:: Directions for this task ::
Return each line of the listing in which the word "roads" appears.

:: Data to examine ::
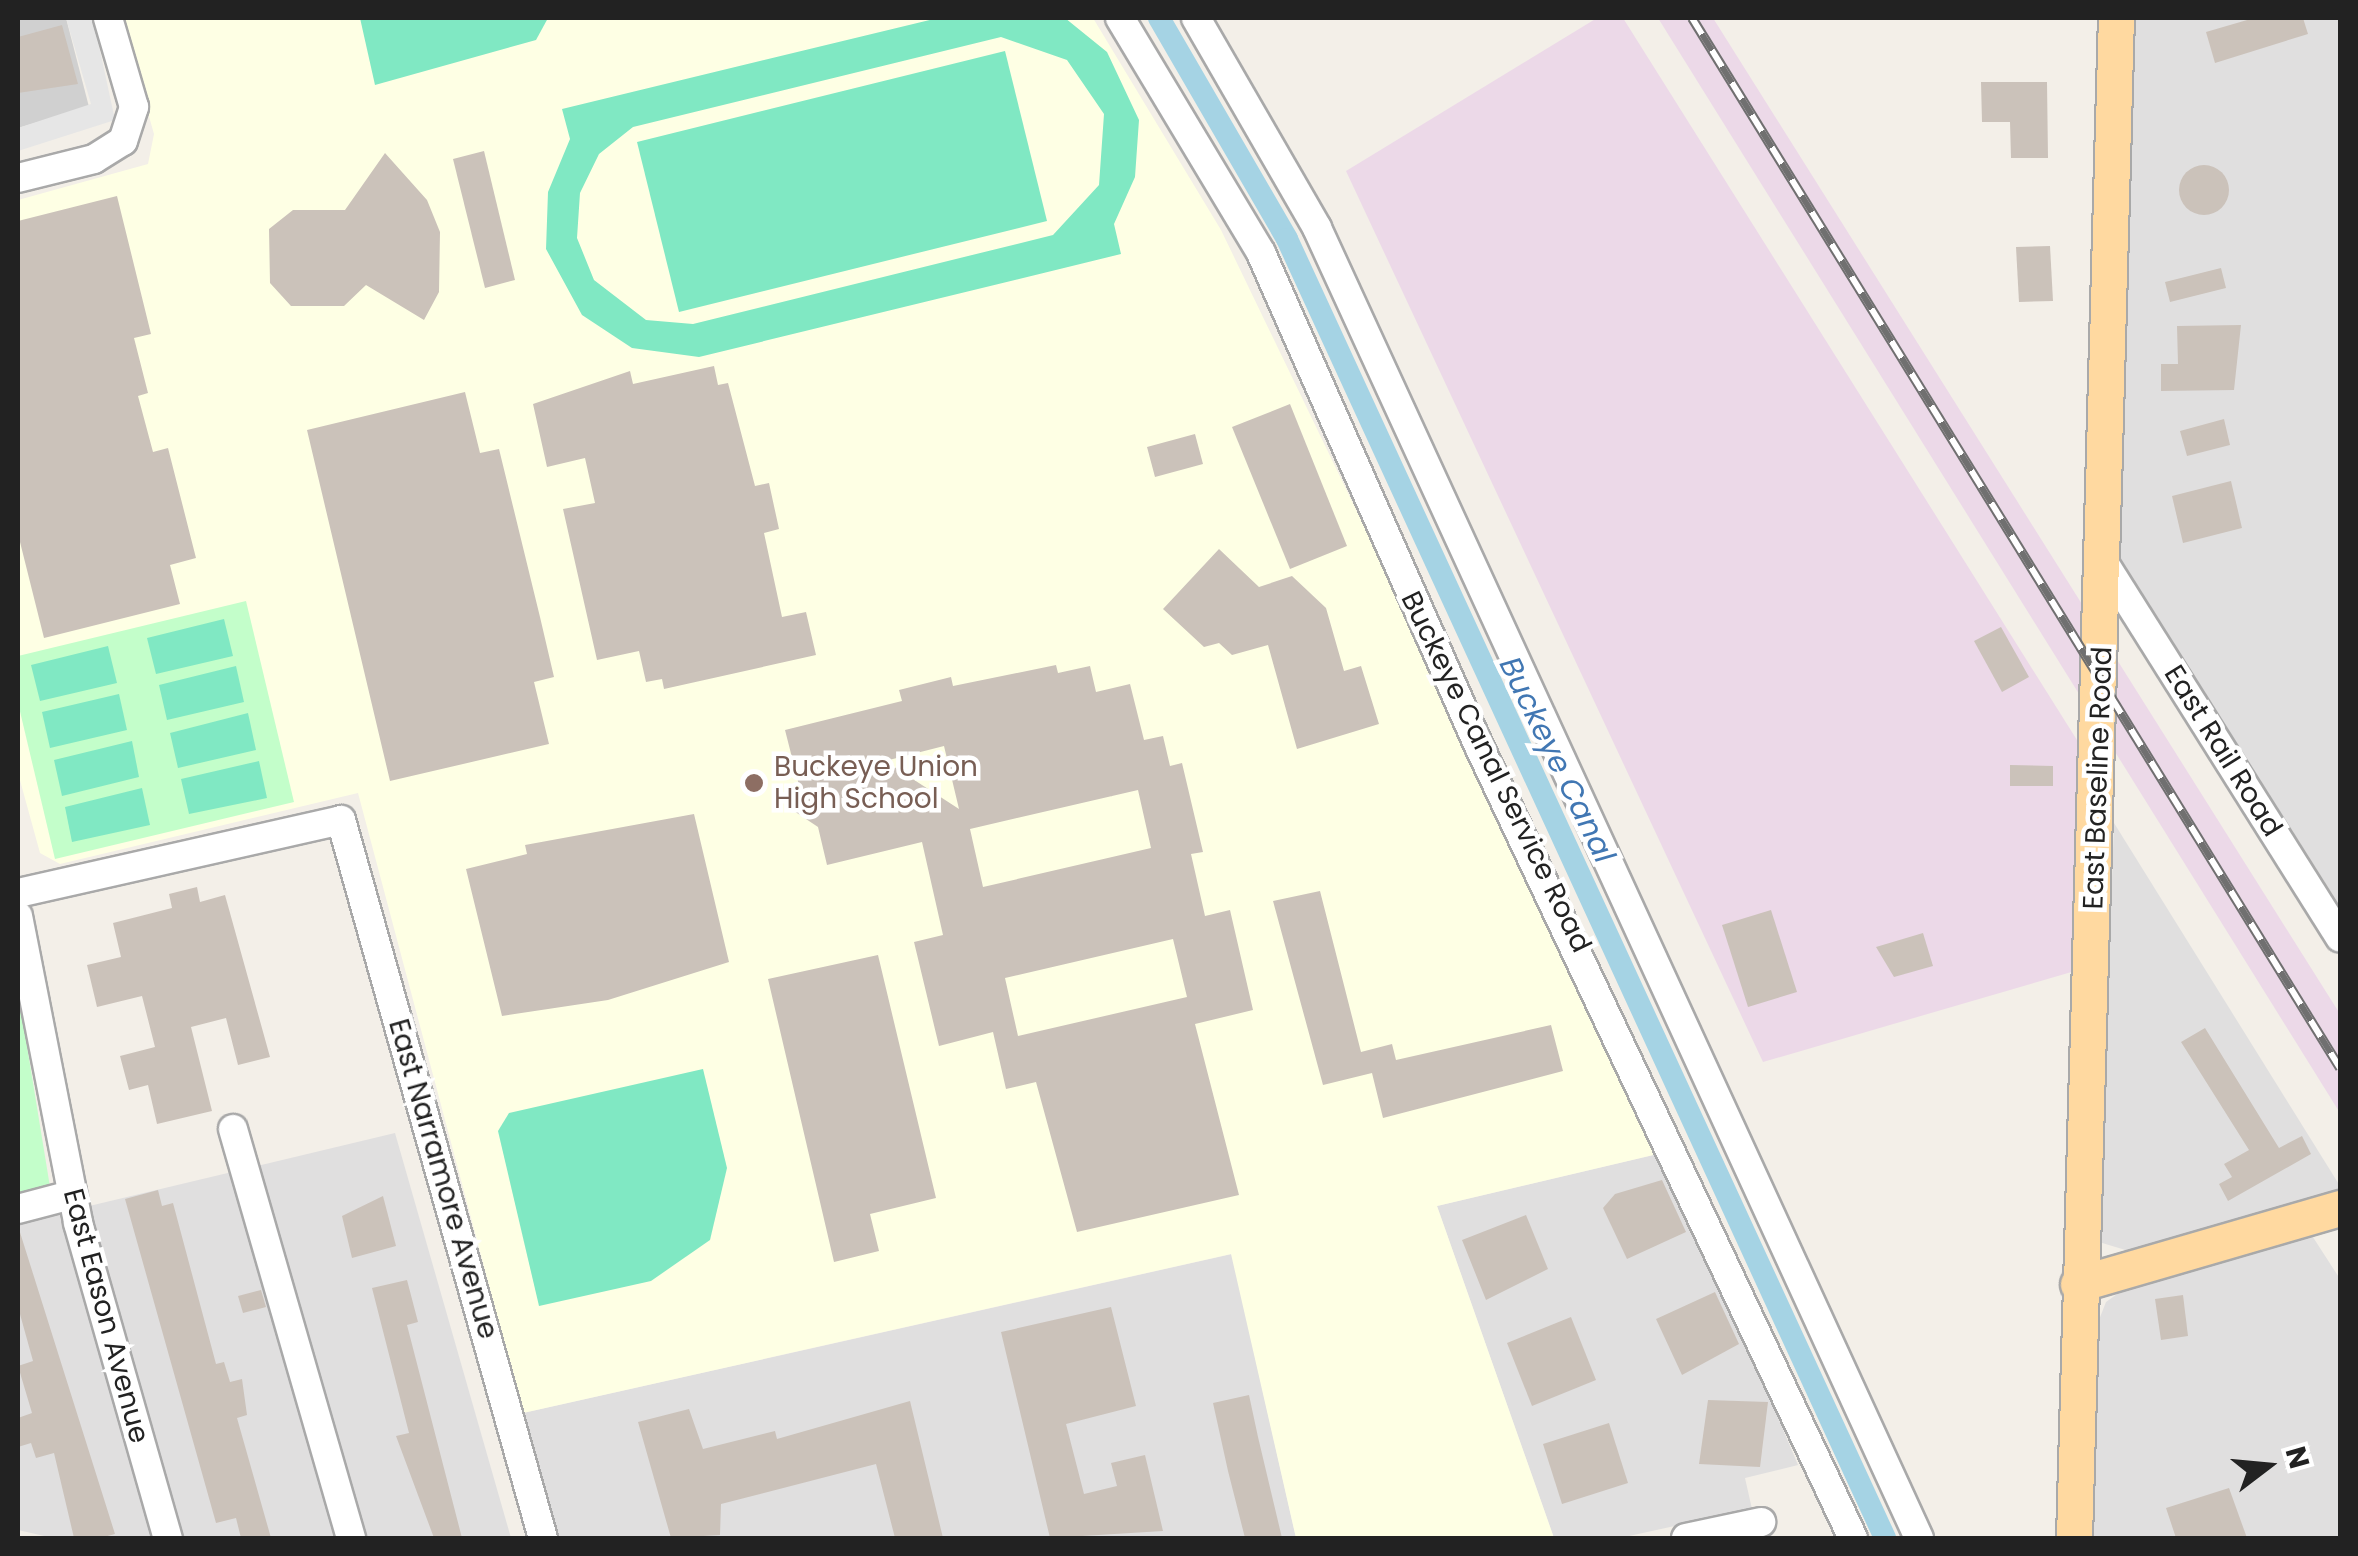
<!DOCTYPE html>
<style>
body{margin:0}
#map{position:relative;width:2358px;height:1556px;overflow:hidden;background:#f3efe8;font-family:Poppins,sans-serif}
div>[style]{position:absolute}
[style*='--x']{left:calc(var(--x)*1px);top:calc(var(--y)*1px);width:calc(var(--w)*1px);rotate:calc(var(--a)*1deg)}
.residential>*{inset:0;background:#e0dfdf}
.industrial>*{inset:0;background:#ecd9e8}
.education>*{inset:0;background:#feffe4}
.religious>*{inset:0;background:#d0d0d0}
.park>*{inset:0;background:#c3feca}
.pitch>*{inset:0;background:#80e8c3}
.parking>*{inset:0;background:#e6e6e6}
.canal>*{height:22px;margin:-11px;padding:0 11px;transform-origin:11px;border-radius:11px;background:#a5d3e4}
.building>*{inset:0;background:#cbc2ba}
.round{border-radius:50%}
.roads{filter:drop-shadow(2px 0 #a9a9a9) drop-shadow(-2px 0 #a9a9a9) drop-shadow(0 2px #a9a9a9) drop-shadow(0 -2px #a9a9a9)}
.minor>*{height:28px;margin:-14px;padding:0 14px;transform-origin:14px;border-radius:14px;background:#fff}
.major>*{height:35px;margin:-17.5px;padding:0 17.5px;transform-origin:17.5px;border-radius:17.5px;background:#ffd9a0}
.rail>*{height:10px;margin-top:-5px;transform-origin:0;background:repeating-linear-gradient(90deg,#fff 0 19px,#707070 0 38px);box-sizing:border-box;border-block:2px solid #707070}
.dots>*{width:28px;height:28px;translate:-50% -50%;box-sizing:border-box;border:5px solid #fff;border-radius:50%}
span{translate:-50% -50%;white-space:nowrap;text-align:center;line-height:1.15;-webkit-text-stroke:9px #fff;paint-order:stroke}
.street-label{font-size:28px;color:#222}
.education-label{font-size:28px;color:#785e54}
.left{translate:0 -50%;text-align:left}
.water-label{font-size:30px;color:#4177b3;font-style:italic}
.frame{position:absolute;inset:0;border:20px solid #222;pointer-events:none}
.north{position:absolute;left:2218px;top:1416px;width:100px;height:100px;-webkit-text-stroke:8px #fff;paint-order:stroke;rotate:74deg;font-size:28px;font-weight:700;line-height:40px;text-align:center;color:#222}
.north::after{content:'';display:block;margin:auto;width:35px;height:45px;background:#222;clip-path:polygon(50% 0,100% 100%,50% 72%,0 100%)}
</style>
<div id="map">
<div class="residential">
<div style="clip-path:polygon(2131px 18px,2340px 18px,2340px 906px,2120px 560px)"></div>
<div style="clip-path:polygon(2114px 823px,2340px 1186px,2340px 1191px,2132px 1252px,2099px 1242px)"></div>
<div style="clip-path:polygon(395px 1133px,511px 1538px,53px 1538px,18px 1530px,18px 1223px)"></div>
<div style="clip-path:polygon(1666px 1152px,1798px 1465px,1745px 1478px,1752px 1509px,1620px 1538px,1554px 1538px,1437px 1206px)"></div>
<div style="clip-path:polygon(2309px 1231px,2340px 1279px,2340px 1538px,2093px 1538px,2097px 1325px,2106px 1302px,2131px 1284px)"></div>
<div style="clip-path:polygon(1232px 1254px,1296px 1538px,559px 1538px,523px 1413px)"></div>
</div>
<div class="industrial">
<div style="clip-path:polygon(1597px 18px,1623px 18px,2082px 748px,2075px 971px,1763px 1062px,1346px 171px)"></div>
<div style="clip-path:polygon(1658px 18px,1713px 18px,2340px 1014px,2340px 1113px)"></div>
</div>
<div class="education">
<div style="clip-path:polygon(121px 18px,1093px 18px,1221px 230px,1666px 1152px,1437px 1206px,1554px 1538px,1296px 1538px,1231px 1254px,523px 1413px,358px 793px,60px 864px,40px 853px,18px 773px,18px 200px,148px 164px,154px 134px)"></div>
</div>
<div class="religious">
<div style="clip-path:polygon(18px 18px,66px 18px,89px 107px,18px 128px)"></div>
</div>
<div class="park">
<div style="clip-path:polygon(246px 601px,294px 802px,55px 859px,18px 703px,18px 656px)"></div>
<div style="clip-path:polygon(18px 991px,51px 1193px,18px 1201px)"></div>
</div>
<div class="pitch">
<div style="clip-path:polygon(360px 18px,548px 18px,536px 40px,375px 85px)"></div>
<div style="clip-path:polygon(evenodd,938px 18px,1065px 18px,1107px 52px,1139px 120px,1135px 177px,1114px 224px,1121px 254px,699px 357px,632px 348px,582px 315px,546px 249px,548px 192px,570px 139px,562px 109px,938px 18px,1001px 37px,1067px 60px,1104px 114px,1099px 185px,1053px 235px,693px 324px,646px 320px,594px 280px,577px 238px,580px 193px,599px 154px,633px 127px,1001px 37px)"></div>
<div style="clip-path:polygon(1005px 51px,1047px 221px,679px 312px,637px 142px)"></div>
<div style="clip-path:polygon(224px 619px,233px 656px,156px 674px,147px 638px)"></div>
<div style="clip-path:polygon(108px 646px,117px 683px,40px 701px,31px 665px)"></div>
<div style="clip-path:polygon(236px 666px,244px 702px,167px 720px,159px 685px)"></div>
<div style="clip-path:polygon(119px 694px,127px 730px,50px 748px,42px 712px)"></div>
<div style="clip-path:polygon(248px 713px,256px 750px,178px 768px,170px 733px)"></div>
<div style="clip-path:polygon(132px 741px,139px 777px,62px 796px,54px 760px)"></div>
<div style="clip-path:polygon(259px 761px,267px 798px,189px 814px,181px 779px)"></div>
<div style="clip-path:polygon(142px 788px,150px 825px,72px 842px,65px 807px)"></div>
<div style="clip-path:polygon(703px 1069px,727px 1168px,710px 1240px,651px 1281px,539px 1306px,498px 1131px,509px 1113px)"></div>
</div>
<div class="parking">
<div style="clip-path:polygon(66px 18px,93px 18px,115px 120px,18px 151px,18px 128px,91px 104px)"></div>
</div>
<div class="canal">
<div style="--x:1159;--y:18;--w:255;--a:59.9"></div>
<div style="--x:1287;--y:239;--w:1430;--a:65.28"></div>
</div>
<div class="building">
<div style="clip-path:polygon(2254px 18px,2303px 18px,2308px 34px,2215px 63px,2206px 32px)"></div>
<div style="clip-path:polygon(62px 25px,78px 84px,18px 93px,18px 37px)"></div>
<div style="clip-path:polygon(1981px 82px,2047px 82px,2048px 158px,2011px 158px,2010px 122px,1982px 122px)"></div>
<div style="clip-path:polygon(484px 151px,515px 280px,485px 288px,453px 159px)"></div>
<div style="clip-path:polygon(385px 153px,427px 200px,440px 232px,439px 292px,424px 320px,366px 285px,344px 306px,291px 306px,270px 283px,269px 229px,293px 210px,345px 210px)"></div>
<div class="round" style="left:2179px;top:165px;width:50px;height:50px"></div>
<div style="clip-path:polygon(117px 196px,151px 334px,134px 338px,148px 393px,138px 396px,153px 452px,168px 448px,196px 558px,170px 565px,180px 604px,44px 638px,18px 534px,18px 221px)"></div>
<div style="clip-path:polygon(2050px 246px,2053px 301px,2019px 302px,2016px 247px)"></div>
<div style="clip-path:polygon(2221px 268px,2226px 288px,2170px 302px,2165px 282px)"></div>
<div style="clip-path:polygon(2241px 325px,2234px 390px,2161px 391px,2161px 364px,2178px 364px,2177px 326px)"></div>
<div style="clip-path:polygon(714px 366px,718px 385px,728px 383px,755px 486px,769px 483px,779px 529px,764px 533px,782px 617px,806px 612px,816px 655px,664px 689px,662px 679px,646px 682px,639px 651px,597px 660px,563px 509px,595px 503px,585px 458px,547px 467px,533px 404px,630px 371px,633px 384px)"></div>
<div style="clip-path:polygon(465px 392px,480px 453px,499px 449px,540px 617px,554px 677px,534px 682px,549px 744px,390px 781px,307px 430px)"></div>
<div style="clip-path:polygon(1290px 404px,1347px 546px,1290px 569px,1232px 427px)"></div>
<div style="clip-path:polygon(2224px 419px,2230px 445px,2187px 456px,2180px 431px)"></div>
<div style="clip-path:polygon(1195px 434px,1203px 464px,1155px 477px,1147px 447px)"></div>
<div style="clip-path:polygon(2231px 481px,2242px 528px,2183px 543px,2172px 496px)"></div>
<div style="clip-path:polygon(1219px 549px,1259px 587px,1292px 576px,1326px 608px,1344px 671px,1361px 666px,1379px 724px,1297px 749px,1268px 645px,1232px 655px,1219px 643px,1204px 647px,1163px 609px)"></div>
<div style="clip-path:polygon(2001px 627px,2029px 677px,2002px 692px,1974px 641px)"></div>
<div style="clip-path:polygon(evenodd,1056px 665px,1058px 673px,1090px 666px,1096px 692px,1130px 684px,1144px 740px,1163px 736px,1170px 766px,1182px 763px,1203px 852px,1191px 854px,1205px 916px,1230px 910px,1253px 1010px,1195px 1024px,1239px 1195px,1077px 1232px,1036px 1082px,1006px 1089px,993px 1032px,939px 1046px,914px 942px,943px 935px,922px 842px,827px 865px,818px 827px,794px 811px,802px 797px,785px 730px,902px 701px,899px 690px,951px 677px,953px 686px,1056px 665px,944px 746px,959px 809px,885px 761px,944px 746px,1056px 665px,1138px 790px,1151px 848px,983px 887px,970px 829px,1138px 790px,1056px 665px,1173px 939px,1187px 997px,1018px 1036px,1005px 978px,1173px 939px)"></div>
<div style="clip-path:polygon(2010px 765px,2053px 766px,2053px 786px,2010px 786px)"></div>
<div style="clip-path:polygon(694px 814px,729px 962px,608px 1000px,502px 1016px,466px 869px,527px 854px,525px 845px)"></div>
<div style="clip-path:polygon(197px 887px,200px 902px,225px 895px,270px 1057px,238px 1065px,226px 1018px,191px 1027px,212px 1111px,157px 1124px,148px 1085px,129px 1090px,120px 1056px,155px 1047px,142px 996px,97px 1007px,87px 965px,121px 957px,113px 923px,172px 908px,169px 894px)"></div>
<div style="clip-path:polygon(1320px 891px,1361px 1052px,1392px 1044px,1396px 1060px,1551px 1025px,1563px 1071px,1383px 1118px,1372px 1073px,1323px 1085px,1273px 901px)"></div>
<div style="clip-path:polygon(1771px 910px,1797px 992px,1748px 1007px,1722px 925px)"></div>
<div style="clip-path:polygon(1923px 933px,1933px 966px,1894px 977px,1876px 947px)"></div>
<div style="clip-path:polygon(878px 955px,936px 1198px,870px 1214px,879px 1251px,834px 1262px,768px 979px)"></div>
<div style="clip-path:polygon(2205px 1028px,2279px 1148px,2302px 1136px,2311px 1154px,2228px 1201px,2219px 1184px,2232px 1177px,2224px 1164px,2249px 1150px,2181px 1042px)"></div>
<div style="clip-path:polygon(1662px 1180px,1686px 1232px,1627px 1259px,1603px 1208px,1615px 1194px)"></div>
<div style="clip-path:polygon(158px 1190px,162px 1206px,173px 1203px,216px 1364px,224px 1362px,230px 1382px,242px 1379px,247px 1415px,237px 1418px,271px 1538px,241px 1538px,236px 1518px,216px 1523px,125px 1199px)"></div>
<div style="clip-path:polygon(383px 1196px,396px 1246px,352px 1258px,342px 1216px)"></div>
<div style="clip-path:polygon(1526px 1215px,1548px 1269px,1486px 1300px,1462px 1240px)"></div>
<div style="clip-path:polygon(18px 1226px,115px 1534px,100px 1538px,74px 1538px,54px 1453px,36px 1458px,31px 1443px,18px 1447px,18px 1418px,32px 1413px,18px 1366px,33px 1361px,18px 1307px)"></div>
<div style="clip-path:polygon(407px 1280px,418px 1322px,407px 1325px,462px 1538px,434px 1538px,396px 1436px,409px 1433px,372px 1288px)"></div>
<div style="clip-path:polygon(261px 1290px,266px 1307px,243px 1313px,238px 1296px)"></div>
<div style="clip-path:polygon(1715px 1292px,1739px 1344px,1682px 1375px,1656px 1319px)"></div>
<div style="clip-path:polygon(2183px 1295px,2188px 1336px,2161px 1340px,2155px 1299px)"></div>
<div style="clip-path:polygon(1111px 1307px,1136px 1406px,1066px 1424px,1084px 1494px,1117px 1486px,1111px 1463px,1145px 1455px,1163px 1531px,1050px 1538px,1001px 1332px)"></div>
<div style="clip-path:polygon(1571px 1317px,1596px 1380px,1532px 1406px,1507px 1343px)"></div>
<div style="clip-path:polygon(1249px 1395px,1258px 1437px,1282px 1538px,1245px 1538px,1228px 1471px,1213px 1403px)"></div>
<div style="clip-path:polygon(1708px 1400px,1768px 1402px,1760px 1467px,1699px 1464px)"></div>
<div style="clip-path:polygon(910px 1401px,943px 1538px,895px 1538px,876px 1464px,721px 1504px,720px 1535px,671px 1538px,638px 1422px,689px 1409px,703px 1449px,775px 1431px,777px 1439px)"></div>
<div style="clip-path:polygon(1609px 1423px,1628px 1483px,1562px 1504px,1543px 1444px)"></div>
<div style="clip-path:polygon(2229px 1488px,2247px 1538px,2176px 1538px,2166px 1508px)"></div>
</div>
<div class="roads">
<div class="minor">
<div style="--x:1120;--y:18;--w:274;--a:59"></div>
<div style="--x:1261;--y:253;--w:537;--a:66.16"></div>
<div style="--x:1478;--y:744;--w:878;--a:64.72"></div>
<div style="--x:1196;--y:18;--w:242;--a:60"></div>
<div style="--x:1317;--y:228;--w:1442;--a:65.32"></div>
<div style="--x:18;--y:178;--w:78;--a:-14"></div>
<div style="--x:94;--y:159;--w:34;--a:-32"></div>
<div style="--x:123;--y:141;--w:36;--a:-72"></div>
<div style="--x:134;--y:107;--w:93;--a:-106.3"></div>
<div style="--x:2106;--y:566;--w:439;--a:57.8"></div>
<div style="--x:18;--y:893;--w:331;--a:-12.7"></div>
<div style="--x:341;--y:820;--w:746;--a:74.29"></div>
<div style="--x:18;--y:916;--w:313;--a:78.9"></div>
<div style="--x:78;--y:1223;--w:328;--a:74.1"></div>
<div style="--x:233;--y:1129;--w:426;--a:73.9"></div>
<div style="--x:18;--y:1209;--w:55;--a:-14.8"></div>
<div style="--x:1686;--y:1538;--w:77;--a:-12"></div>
</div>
<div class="major">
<div style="--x:2078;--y:1284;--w:273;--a:-16.2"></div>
<div style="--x:2074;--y:1538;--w:1521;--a:-88.42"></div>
</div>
</div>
<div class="rail">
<div style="--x:1692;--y:18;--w:1234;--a:58.32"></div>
</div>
<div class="dots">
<div style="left:754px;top:783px;background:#8d6e63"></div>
</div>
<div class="street-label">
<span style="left:2223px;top:751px;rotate:58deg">East Rail Road</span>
<span style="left:1496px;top:772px;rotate:64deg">Buckeye Canal Service Road</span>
<span style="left:2098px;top:778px;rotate:-88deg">East Baseline Road</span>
<span style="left:443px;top:1179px;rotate:74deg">East Narramore Avenue</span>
<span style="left:106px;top:1316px;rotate:75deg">East Eason Avenue</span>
</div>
<div class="education-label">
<span class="left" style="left:774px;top:783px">Buckeye Union<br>High School</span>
</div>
<div class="water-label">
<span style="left:1557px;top:760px;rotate:64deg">Buckeye Canal</span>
</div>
<div class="frame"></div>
<div class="north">N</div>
</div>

:: Expected answer ::
.roads{filter:drop-shadow(2px 0 #a9a9a9) drop-shadow(-2px 0 #a9a9a9) drop-shadow(0 2px #a9a9a9) drop-shadow(0 -2px #a9a9a9)}
<div class="roads">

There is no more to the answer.